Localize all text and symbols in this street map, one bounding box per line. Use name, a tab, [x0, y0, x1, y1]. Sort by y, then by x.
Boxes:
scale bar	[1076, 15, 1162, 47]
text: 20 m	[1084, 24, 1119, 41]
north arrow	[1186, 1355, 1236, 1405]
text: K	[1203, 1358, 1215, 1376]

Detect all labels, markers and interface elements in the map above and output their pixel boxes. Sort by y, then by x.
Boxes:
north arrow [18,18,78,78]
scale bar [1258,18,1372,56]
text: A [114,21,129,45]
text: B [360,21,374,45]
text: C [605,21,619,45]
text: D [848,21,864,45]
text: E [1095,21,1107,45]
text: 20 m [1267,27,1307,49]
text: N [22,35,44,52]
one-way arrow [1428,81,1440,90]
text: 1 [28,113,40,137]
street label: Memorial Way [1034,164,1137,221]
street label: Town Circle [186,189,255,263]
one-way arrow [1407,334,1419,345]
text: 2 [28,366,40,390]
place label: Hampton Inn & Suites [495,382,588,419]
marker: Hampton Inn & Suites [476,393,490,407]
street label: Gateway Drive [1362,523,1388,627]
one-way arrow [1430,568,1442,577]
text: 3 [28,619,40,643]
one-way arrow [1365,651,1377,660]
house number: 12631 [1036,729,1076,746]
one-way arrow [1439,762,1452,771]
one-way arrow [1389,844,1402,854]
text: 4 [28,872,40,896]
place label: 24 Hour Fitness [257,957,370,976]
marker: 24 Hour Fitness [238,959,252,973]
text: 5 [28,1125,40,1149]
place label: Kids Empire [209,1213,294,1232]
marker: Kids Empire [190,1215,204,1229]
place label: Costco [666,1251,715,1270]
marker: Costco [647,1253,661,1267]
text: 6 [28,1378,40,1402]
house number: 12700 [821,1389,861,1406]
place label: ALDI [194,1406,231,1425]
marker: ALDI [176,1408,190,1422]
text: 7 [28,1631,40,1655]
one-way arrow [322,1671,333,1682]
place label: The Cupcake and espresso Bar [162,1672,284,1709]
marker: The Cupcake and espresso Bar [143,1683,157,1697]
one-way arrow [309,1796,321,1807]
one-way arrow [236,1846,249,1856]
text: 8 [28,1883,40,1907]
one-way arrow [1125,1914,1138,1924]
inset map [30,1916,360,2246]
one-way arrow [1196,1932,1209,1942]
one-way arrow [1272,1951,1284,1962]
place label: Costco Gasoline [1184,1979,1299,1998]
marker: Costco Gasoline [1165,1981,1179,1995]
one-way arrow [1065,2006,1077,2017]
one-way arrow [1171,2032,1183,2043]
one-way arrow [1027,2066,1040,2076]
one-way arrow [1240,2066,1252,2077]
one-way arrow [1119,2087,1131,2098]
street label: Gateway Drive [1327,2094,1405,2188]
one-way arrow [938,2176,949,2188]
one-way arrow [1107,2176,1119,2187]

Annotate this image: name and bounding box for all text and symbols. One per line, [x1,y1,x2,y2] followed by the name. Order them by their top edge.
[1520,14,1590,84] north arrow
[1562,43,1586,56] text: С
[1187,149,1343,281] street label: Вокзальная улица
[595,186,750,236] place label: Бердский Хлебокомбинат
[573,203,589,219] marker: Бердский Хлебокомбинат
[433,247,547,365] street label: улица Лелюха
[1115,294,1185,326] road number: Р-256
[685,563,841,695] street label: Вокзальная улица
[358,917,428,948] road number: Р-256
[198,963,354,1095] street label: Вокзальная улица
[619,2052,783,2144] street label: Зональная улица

Exercise details: Find every line in the records above that contains the word "then", and copy each one.

Task output:
Localize all text and symbols in this street map, one bounding box per line. Use name, a tab, [x0, y0, x1, y1]. Sort by y, then by x.
Detect all labels, markers and interface elements in the map above and output their pixel boxes. Sort by y, then by x.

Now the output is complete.